■ **Data shown**
· · · · · · ·

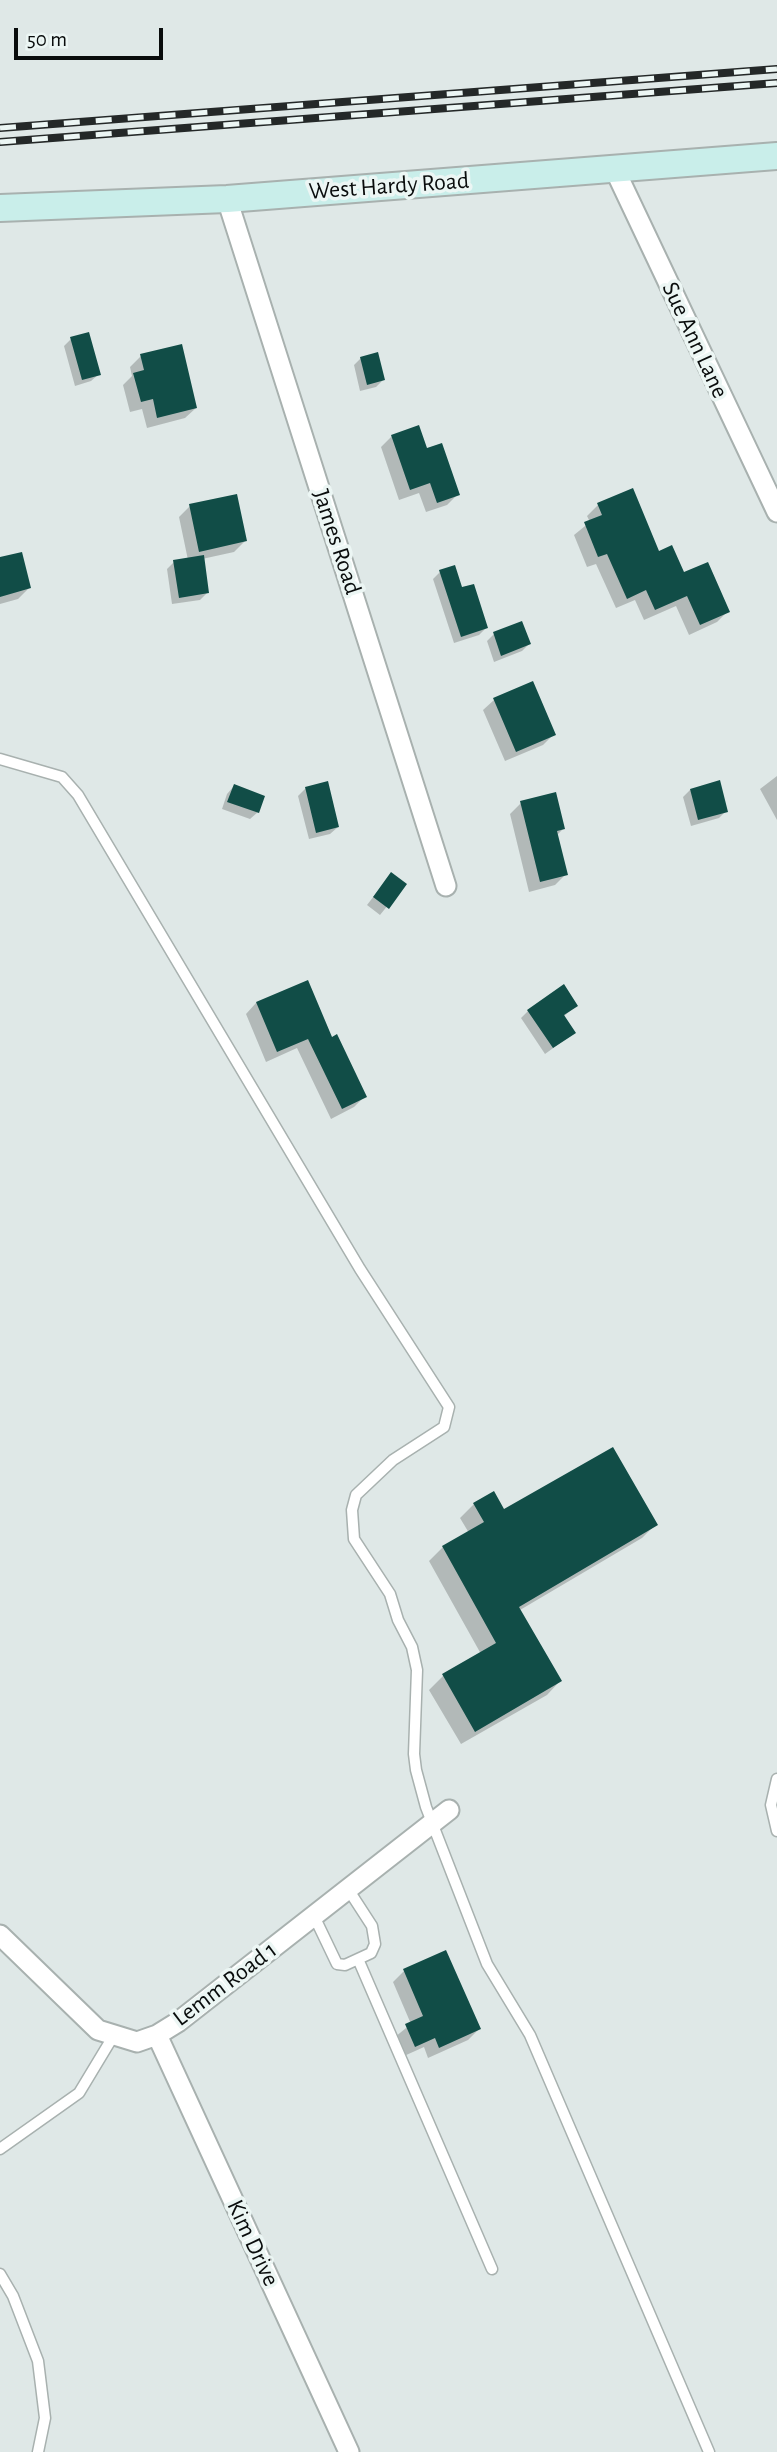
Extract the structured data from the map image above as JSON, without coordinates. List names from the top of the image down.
{
  "streets": {
    "main road": ["West Hardy Road"],
    "street": [
      "Sue Ann Lane",
      "James Road",
      "Lemm Road 1",
      "Kim Drive"
    ]
  },
  "crossings": [
    ["West Hardy Road", "Sue Ann Lane"],
    ["West Hardy Road", "James Road"],
    ["Lemm Road 1", "Kim Drive"]
  ],
  "scale_bar": "50 m"
}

· · · · · · ·

■ **Exercise prompt**
Each record should be written out exactly, and each image should be omitted.

■ **Written solution**
Extract the structured data from the map image above as JSON, without coordinates. List names from the top of the image down.
{
  "streets": {
    "main road": ["West Hardy Road"],
    "street": [
      "Sue Ann Lane",
      "James Road",
      "Lemm Road 1",
      "Kim Drive"
    ]
  },
  "crossings": [
    ["West Hardy Road", "Sue Ann Lane"],
    ["West Hardy Road", "James Road"],
    ["Lemm Road 1", "Kim Drive"]
  ],
  "scale_bar": "50 m"
}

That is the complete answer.